===== Records shown =====

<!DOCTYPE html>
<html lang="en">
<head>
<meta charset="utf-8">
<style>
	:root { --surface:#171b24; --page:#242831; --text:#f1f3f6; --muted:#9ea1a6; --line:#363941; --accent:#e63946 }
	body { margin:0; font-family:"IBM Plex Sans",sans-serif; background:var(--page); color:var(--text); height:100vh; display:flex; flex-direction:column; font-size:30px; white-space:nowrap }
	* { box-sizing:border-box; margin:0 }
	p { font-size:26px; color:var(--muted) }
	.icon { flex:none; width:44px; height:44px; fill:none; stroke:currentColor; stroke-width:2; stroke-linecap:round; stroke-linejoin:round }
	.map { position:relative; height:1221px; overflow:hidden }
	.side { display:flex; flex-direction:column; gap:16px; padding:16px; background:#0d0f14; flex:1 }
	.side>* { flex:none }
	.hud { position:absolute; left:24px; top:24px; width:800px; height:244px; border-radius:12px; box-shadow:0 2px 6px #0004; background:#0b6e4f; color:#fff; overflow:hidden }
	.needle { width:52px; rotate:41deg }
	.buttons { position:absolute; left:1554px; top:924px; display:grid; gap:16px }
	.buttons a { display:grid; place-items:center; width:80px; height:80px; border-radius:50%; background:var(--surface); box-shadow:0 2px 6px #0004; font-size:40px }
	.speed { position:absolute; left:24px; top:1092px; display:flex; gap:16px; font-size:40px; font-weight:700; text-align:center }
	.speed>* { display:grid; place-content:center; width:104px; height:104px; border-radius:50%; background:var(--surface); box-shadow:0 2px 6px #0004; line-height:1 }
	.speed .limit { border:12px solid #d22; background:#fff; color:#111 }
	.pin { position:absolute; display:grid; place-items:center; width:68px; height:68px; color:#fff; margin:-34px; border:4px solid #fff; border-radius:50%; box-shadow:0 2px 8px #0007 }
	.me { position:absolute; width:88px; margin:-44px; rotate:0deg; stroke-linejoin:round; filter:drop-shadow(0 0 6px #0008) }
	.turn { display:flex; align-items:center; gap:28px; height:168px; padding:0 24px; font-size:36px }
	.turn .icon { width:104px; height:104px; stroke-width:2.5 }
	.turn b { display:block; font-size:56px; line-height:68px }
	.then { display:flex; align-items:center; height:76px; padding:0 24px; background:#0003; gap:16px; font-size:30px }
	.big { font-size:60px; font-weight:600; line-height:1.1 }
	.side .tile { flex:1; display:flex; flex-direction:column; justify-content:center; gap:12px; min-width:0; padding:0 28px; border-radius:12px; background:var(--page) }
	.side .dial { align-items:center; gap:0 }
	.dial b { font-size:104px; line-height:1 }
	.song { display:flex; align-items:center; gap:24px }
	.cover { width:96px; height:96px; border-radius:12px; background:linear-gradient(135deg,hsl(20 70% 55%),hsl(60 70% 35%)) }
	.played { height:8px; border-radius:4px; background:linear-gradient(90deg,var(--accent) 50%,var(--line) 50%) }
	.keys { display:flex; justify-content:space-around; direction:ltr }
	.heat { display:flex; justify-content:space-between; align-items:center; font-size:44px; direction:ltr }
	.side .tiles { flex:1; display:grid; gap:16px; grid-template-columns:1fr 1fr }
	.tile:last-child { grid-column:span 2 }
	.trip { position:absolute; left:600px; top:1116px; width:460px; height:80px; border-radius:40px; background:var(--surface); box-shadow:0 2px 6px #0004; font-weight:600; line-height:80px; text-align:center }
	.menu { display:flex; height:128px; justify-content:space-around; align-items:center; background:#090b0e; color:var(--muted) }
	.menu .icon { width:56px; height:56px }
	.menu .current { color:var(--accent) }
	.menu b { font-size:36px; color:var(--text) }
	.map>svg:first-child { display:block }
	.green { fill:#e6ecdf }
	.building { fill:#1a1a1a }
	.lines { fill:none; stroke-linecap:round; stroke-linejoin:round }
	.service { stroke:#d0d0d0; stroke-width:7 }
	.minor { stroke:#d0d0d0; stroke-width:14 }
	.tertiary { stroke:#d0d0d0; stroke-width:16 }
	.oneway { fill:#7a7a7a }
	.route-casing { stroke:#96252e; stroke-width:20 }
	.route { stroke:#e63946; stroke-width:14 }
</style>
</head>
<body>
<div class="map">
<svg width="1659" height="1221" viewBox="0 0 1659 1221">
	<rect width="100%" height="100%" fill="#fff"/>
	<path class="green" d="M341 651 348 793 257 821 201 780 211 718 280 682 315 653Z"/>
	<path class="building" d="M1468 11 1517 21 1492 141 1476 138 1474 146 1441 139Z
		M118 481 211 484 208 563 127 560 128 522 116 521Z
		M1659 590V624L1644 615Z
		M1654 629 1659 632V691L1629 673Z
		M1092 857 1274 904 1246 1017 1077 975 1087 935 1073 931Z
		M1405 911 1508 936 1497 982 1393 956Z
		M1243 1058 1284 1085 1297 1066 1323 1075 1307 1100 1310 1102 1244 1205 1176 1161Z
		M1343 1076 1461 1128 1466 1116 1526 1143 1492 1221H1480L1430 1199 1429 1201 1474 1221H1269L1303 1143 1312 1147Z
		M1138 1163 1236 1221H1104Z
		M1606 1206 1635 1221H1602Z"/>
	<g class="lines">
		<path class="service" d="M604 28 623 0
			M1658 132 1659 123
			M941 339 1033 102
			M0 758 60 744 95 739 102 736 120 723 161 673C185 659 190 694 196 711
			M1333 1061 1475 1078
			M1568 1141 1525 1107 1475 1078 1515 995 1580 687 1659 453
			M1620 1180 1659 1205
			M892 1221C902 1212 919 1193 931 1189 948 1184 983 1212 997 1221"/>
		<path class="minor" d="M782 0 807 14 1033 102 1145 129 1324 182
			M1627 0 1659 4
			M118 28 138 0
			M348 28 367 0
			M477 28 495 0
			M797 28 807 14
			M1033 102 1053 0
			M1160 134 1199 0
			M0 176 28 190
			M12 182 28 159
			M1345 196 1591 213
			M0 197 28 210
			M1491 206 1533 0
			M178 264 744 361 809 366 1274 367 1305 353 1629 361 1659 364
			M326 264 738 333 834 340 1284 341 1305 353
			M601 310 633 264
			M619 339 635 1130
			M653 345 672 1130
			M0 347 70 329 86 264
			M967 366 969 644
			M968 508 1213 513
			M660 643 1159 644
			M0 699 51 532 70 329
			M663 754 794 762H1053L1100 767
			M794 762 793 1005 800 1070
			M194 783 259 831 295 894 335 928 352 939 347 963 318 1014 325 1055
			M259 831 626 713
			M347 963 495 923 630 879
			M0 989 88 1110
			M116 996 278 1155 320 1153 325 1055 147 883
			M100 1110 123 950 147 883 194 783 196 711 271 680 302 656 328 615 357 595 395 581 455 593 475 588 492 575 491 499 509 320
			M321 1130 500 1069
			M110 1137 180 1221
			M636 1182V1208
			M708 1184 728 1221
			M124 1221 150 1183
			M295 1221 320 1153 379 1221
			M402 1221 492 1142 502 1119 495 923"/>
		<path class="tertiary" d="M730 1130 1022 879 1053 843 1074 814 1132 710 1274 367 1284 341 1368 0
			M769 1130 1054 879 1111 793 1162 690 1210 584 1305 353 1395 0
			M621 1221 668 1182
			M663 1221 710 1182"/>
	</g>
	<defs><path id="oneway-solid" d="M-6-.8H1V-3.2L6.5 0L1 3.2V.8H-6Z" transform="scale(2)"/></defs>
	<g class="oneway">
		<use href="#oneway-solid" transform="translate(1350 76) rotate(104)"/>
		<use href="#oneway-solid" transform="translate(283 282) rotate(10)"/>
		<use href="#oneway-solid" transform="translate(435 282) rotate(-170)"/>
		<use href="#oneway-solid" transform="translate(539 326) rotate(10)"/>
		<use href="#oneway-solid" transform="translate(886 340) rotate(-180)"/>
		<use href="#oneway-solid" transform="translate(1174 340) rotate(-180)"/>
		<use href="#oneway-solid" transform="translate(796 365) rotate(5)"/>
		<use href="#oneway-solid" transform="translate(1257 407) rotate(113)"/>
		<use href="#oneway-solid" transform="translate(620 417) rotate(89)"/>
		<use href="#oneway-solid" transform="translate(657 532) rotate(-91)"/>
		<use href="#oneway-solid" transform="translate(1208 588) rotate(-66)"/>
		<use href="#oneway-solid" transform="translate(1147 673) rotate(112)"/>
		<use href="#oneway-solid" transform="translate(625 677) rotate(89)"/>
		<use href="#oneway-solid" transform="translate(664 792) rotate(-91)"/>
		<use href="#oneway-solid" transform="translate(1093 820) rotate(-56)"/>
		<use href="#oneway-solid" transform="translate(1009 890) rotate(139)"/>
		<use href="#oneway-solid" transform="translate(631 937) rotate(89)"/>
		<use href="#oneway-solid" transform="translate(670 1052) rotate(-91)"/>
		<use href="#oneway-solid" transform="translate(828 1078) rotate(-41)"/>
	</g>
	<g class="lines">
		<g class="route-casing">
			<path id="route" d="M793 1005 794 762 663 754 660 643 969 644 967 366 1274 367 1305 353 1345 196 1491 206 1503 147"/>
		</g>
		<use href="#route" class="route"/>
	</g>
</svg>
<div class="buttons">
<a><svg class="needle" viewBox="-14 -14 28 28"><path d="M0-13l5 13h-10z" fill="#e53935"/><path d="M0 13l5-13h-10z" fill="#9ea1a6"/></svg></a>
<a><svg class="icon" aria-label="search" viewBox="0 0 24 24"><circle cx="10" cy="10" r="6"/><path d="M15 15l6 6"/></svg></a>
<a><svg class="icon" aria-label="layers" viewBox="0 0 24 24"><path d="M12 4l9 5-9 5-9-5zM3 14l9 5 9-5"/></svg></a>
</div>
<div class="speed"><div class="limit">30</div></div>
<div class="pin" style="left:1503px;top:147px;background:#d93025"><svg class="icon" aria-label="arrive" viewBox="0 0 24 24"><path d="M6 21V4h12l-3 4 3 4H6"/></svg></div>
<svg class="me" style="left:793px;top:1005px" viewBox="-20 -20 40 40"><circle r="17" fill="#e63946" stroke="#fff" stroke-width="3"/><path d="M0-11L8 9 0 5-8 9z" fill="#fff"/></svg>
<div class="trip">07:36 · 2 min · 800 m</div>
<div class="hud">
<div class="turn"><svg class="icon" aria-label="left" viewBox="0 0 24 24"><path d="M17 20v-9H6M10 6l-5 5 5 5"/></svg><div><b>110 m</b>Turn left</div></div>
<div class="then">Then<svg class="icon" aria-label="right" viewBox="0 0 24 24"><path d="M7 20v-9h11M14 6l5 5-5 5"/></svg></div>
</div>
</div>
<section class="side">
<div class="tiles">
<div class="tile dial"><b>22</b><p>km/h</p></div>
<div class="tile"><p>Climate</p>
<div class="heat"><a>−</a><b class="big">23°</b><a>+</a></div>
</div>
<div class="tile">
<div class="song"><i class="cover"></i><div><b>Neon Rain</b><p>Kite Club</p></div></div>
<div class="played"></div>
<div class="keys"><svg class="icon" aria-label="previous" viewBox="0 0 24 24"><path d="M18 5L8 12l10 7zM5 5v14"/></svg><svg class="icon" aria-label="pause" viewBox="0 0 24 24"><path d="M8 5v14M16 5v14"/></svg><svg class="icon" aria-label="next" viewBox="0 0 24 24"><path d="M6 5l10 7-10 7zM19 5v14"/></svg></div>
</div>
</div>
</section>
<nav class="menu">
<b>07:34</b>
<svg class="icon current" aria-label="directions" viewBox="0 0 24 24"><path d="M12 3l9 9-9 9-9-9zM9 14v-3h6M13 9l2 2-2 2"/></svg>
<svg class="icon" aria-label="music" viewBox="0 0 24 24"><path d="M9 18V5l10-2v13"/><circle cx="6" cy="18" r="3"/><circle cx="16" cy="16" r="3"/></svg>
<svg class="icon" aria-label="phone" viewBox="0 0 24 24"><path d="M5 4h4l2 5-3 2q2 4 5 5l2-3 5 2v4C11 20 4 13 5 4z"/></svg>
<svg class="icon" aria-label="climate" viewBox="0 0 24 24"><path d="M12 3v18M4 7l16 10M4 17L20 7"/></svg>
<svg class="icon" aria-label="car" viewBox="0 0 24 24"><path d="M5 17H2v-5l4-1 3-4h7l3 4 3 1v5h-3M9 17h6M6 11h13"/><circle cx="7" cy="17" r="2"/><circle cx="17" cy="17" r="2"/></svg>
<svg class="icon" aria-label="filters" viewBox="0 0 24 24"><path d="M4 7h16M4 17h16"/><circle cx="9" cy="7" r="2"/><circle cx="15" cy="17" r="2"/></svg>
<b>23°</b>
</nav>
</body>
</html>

=====

Given the listing, work out the number of lines in which the word "linear" is found, and supply only that number.

» Response to the exercise:
2